Extracted records:

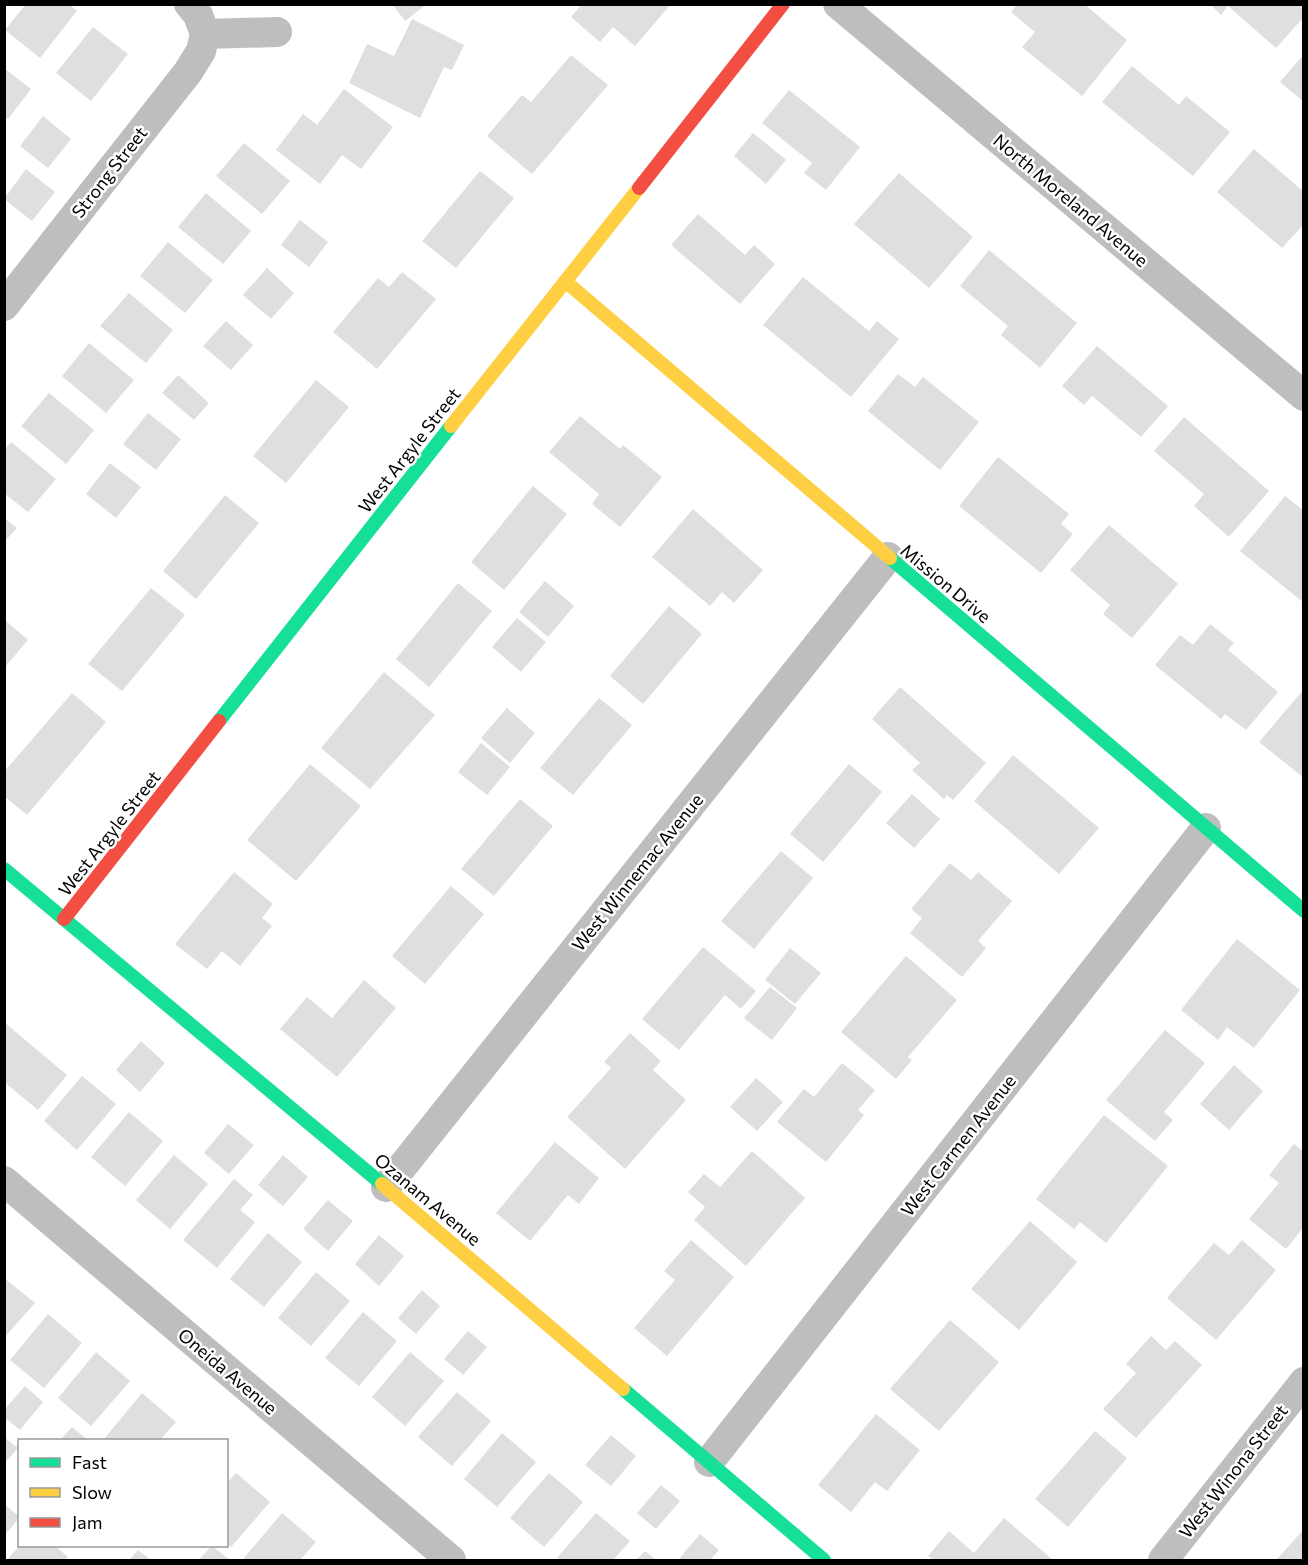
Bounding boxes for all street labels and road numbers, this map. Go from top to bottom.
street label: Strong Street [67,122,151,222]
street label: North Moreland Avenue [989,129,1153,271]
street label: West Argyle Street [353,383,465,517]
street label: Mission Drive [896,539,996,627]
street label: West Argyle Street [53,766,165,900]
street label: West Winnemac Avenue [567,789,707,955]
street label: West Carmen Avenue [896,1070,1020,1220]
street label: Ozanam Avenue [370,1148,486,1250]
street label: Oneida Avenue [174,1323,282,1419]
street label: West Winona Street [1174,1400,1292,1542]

:: Aim of the exercise ::
Make an exact copy of the records shown above, without the pictures.

:: Task solution ::
Bounding boxes for all street labels and road numbers, this map. Go from top to bottom.
street label: Strong Street [67,122,151,222]
street label: North Moreland Avenue [989,129,1153,271]
street label: West Argyle Street [353,383,465,517]
street label: Mission Drive [896,539,996,627]
street label: West Argyle Street [53,766,165,900]
street label: West Winnemac Avenue [567,789,707,955]
street label: West Carmen Avenue [896,1070,1020,1220]
street label: Ozanam Avenue [370,1148,486,1250]
street label: Oneida Avenue [174,1323,282,1419]
street label: West Winona Street [1174,1400,1292,1542]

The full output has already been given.